The case initially went to the Seventh Circuit Court of Appeals, which sided with SuperValu in 2021, ruling that the company’s pricing had an “objectively reasonable” explanation under the FCA. However, in 2023, the Supreme Court overturned that ruling, clarifying that FCA liability depends on whether a defendant actually believed their claims were false—not just whether they could later provide a plausible legal justification.
This decision makes it harder for defendants to escape FCA claims at early stages and is expected to lead to more trials in whistleblower cases.
What’s at Stake in the Trial?
The trial will focus on whether SuperValu knew—or chose to ignore—that its billing practices were fraudulent. The plaintiffs must prove SuperValu intentionally misled the government rather than simply misinterpreted regulations.
Judge Sue Myerscough has already ruled in summary judgment that SuperValu’s price-match rate was the true “usual and customary” price, leaving scienter and damages as the key trial issues.
Whistleblowers’ Case: Internal Emails Reveal Intent
Plaintiffs plan to use internal emails to show that SuperValu executives knew their obligations but deliberately concealed their practices:
- 2007 Email: A director warned that routine price-matching could impact U&C pricing and government claims.
- 2008 Email: A vice president told employees to ensure their lawyers could defend the price-match policy as not being the true U&C price.
- 2012 Instructions: After receiving a federal subpoena, a manager allegedly ordered employees to discard competitor price-matching lists and remove signs advertising the program—while secretly continuing to offer the discounts.
Whistleblowers also claim 6.3 million discounted transactions were intentionally excluded from government reports to maintain higher reimbursements.
SuperValu’s Defense: Price-Matching Was Legitimate
SuperValu argues that:
- Price-matching had been standard practice since 1987, and only 1.7% of prescriptions were matched between 2006 and 2016.

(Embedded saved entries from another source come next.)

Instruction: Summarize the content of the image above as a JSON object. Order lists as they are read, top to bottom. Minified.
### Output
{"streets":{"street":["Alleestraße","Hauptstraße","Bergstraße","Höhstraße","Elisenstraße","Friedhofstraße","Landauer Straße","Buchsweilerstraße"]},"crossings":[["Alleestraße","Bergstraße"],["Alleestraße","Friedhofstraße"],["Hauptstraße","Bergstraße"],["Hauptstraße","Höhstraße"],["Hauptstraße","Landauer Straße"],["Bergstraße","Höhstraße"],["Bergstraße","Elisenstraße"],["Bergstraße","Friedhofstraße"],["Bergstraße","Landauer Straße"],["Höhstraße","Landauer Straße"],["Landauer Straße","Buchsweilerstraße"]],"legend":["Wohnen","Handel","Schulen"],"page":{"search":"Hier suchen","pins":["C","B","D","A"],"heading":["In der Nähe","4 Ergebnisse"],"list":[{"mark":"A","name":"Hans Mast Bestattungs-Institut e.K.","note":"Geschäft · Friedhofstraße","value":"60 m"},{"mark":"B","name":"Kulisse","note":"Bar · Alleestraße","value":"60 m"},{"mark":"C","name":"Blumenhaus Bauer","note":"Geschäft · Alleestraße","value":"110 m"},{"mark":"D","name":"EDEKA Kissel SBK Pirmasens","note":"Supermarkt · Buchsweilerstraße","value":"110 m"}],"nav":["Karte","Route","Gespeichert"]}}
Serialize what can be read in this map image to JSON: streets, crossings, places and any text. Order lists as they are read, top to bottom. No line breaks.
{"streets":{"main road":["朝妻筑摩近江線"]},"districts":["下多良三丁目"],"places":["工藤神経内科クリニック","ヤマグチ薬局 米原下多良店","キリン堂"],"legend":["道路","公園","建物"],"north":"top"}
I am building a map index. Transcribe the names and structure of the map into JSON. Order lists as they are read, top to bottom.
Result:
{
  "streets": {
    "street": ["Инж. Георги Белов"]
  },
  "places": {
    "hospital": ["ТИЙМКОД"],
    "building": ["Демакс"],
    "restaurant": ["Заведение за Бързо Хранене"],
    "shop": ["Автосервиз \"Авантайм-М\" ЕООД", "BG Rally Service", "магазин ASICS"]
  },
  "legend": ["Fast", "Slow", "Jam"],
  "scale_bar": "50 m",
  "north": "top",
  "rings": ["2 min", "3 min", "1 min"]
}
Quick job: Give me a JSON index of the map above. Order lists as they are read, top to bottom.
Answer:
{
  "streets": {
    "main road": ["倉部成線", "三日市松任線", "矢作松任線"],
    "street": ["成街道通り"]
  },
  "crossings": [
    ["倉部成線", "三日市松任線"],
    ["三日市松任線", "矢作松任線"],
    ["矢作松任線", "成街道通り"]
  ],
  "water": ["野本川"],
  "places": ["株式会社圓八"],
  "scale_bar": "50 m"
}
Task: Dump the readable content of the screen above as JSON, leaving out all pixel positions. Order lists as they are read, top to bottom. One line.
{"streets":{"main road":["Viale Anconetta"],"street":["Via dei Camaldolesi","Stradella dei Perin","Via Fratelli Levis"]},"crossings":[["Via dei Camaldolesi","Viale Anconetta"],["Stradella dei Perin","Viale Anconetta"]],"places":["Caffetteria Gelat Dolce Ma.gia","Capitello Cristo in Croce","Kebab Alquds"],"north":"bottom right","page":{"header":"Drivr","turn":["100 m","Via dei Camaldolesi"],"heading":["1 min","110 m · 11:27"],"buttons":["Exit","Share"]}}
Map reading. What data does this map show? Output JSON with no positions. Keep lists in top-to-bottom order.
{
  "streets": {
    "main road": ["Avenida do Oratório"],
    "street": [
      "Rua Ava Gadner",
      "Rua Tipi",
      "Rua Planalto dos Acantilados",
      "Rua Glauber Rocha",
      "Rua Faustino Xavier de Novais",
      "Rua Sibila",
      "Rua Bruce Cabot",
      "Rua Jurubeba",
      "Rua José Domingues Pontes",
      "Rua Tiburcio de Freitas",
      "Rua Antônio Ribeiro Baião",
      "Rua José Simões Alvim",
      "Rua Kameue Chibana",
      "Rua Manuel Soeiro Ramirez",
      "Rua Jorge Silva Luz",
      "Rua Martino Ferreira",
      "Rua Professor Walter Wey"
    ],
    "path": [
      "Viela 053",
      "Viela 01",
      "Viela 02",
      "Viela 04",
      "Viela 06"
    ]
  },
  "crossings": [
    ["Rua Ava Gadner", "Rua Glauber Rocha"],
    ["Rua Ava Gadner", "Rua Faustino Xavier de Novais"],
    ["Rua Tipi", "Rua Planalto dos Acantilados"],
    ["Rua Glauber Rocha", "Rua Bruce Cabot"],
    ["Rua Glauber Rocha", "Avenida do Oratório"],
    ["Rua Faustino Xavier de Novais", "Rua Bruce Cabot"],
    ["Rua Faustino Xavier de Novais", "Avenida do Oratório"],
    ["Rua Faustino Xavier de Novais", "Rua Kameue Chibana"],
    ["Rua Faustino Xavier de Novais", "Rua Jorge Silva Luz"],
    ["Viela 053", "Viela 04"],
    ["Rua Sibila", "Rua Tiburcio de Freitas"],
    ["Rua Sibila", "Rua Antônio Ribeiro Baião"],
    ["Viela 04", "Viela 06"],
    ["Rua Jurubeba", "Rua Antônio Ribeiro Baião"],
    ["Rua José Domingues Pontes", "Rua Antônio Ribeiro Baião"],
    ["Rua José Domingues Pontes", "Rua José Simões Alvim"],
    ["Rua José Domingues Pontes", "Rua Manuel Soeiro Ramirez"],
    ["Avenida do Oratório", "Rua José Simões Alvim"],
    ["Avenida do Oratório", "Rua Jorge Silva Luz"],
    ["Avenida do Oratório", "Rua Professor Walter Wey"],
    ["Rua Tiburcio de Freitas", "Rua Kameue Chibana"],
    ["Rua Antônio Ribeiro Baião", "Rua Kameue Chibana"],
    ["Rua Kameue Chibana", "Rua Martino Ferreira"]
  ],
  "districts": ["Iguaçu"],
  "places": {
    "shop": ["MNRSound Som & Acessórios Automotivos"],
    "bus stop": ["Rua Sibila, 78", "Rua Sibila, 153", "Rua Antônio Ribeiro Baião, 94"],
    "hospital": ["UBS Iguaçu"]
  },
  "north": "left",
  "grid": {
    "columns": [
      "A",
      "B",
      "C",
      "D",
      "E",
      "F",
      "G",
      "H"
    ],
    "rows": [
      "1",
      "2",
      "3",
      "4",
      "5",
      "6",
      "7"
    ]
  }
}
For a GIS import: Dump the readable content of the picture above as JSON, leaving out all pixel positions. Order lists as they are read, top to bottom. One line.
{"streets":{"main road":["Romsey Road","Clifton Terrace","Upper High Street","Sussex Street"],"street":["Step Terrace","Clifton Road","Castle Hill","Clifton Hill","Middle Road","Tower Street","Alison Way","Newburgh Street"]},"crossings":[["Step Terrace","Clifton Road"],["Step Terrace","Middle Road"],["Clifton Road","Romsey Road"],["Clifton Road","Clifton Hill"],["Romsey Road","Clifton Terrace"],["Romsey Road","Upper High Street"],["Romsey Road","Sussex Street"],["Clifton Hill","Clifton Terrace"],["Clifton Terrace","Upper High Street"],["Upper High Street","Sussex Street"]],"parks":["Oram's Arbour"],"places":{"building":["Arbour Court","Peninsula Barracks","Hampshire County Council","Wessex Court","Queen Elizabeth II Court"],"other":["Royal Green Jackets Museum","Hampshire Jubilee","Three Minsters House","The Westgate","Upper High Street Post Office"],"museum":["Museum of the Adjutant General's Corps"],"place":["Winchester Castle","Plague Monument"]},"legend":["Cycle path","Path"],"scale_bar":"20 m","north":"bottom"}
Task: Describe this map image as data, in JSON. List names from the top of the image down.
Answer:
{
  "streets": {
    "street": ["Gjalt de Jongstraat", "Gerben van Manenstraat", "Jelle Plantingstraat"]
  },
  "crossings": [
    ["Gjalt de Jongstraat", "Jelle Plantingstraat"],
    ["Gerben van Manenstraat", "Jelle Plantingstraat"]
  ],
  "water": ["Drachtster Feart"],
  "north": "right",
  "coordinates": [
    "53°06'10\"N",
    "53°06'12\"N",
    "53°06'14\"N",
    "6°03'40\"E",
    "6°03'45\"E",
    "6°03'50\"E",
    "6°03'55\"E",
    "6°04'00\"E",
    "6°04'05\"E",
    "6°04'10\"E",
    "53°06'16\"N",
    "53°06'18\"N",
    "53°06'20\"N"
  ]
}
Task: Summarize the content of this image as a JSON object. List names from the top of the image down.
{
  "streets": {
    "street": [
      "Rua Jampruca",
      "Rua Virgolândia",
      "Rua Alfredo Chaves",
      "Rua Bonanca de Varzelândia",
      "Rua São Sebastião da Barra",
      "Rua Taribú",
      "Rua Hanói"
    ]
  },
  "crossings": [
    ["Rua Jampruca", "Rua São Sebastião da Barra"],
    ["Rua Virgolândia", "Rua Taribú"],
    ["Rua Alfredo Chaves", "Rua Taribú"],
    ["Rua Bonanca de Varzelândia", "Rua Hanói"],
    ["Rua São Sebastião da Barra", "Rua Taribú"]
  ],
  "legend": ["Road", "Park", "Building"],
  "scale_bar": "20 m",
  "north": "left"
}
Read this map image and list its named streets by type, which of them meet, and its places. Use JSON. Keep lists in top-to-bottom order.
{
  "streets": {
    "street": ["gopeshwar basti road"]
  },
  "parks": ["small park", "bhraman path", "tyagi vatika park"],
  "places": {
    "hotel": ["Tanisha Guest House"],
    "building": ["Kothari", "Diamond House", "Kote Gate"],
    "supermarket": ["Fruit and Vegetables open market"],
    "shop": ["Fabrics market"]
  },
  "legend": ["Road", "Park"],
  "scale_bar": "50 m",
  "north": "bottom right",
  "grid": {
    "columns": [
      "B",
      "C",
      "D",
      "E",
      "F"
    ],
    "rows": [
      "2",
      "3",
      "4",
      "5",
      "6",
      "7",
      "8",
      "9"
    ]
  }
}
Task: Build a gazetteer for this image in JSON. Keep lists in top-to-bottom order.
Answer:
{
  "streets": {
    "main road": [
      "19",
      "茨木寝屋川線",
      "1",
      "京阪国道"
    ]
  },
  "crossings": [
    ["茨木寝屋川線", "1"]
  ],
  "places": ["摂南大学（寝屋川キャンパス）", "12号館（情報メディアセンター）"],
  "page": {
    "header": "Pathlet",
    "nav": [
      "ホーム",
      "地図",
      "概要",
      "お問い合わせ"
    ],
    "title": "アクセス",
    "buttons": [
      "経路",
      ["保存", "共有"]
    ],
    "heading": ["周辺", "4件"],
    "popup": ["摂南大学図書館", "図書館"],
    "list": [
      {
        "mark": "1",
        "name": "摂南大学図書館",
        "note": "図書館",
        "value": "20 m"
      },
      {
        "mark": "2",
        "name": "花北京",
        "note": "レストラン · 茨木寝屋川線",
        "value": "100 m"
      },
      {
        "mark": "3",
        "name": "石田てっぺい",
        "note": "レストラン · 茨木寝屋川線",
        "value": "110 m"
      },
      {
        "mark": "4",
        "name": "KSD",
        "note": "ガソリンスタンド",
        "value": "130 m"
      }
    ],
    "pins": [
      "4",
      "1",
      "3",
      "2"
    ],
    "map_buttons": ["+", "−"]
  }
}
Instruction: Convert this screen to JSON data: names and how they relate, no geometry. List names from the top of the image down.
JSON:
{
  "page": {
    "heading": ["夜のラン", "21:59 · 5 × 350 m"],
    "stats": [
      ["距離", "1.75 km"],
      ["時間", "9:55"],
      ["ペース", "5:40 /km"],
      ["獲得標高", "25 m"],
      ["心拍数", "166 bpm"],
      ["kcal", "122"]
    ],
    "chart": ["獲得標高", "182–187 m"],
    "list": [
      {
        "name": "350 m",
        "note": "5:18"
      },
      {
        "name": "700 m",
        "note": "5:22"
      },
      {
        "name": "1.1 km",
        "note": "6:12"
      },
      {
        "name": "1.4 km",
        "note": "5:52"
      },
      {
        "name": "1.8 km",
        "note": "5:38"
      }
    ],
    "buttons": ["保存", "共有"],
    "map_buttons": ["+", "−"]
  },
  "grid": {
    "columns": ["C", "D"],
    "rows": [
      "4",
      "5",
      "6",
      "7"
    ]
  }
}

- State audits in Utah, Washington, and Illinois found no violations.
- Industry norms—including statements from CVS—suggested that price-matched rates were not considered U&C prices.
- Employees genuinely believed they were following the law, meaning there was no intent to defraud.
SuperValu also questions the credibility of whistleblower Michael Yarberry, alleging he has filed multiple FCA lawsuits against other companies and recruited co-plaintiff Schutte to work at SuperValu briefly before filing suit.
What’s Next?
With damages potentially exceeding $123 million, this trial is being closely watched as a test case for the Supreme Court’s revised FCA standard. A ruling in favor of the plaintiffs could encourage more whistleblower lawsuits and make FCA cases harder for companies to dismiss before trial.